State how many lines in the entries below include the string "Gamboa", and give nothing beyond that number.

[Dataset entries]
::::

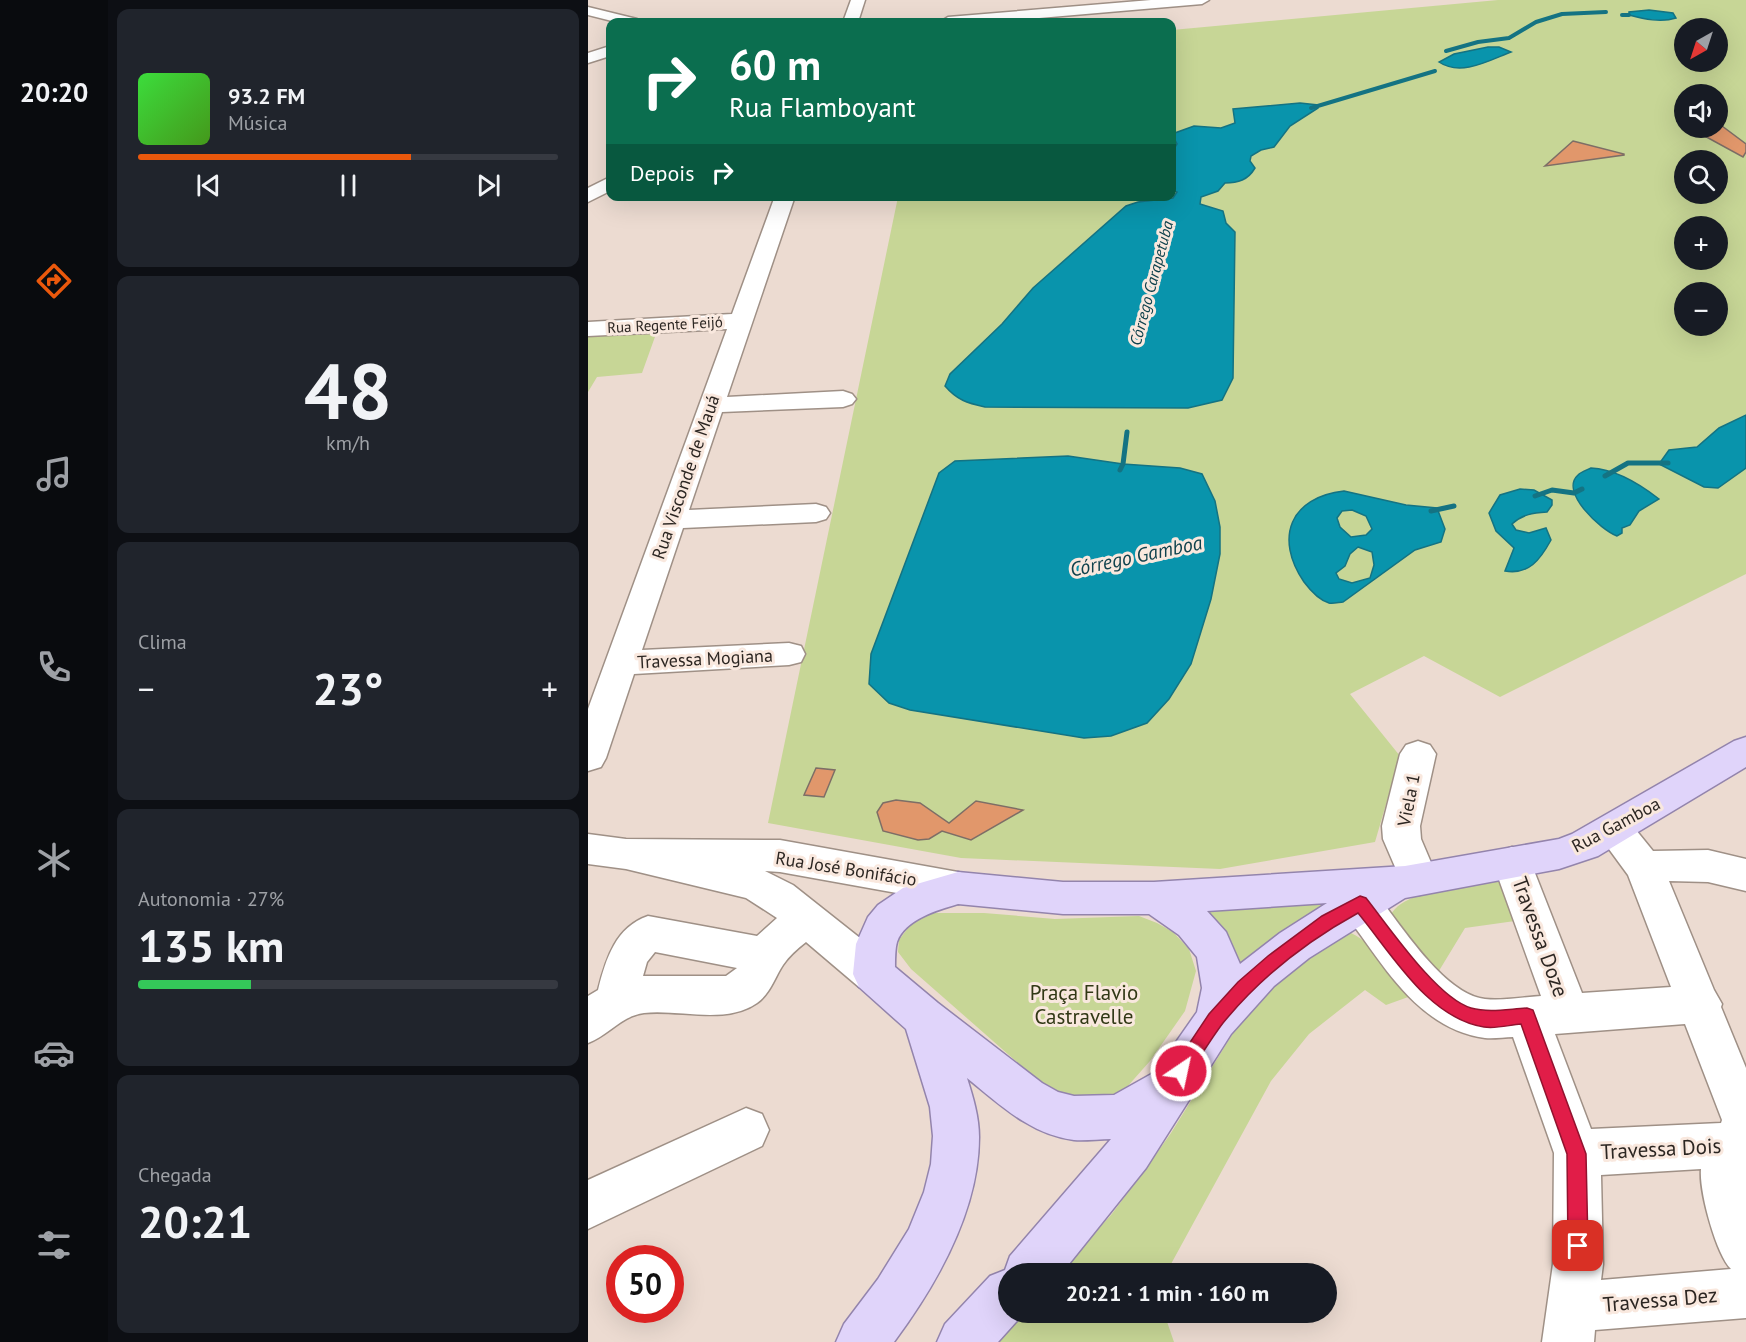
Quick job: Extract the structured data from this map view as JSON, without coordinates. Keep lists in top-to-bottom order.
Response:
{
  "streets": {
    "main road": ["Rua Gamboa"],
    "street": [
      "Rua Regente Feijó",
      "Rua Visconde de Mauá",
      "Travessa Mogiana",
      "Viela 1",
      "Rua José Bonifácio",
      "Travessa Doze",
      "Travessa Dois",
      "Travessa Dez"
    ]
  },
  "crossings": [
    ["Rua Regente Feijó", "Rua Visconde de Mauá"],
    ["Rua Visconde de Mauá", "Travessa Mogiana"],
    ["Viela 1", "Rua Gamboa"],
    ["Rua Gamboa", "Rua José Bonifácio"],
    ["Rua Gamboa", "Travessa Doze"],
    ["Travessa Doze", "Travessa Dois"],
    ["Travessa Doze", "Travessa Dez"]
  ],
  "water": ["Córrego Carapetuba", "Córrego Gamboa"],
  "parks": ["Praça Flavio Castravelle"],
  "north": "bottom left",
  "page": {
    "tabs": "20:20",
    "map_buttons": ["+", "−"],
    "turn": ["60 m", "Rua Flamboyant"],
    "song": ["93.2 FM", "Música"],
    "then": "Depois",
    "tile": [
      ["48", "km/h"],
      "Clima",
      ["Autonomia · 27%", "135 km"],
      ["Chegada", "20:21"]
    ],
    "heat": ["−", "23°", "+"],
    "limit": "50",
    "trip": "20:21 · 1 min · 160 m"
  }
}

::::

RESPONSE AREA
5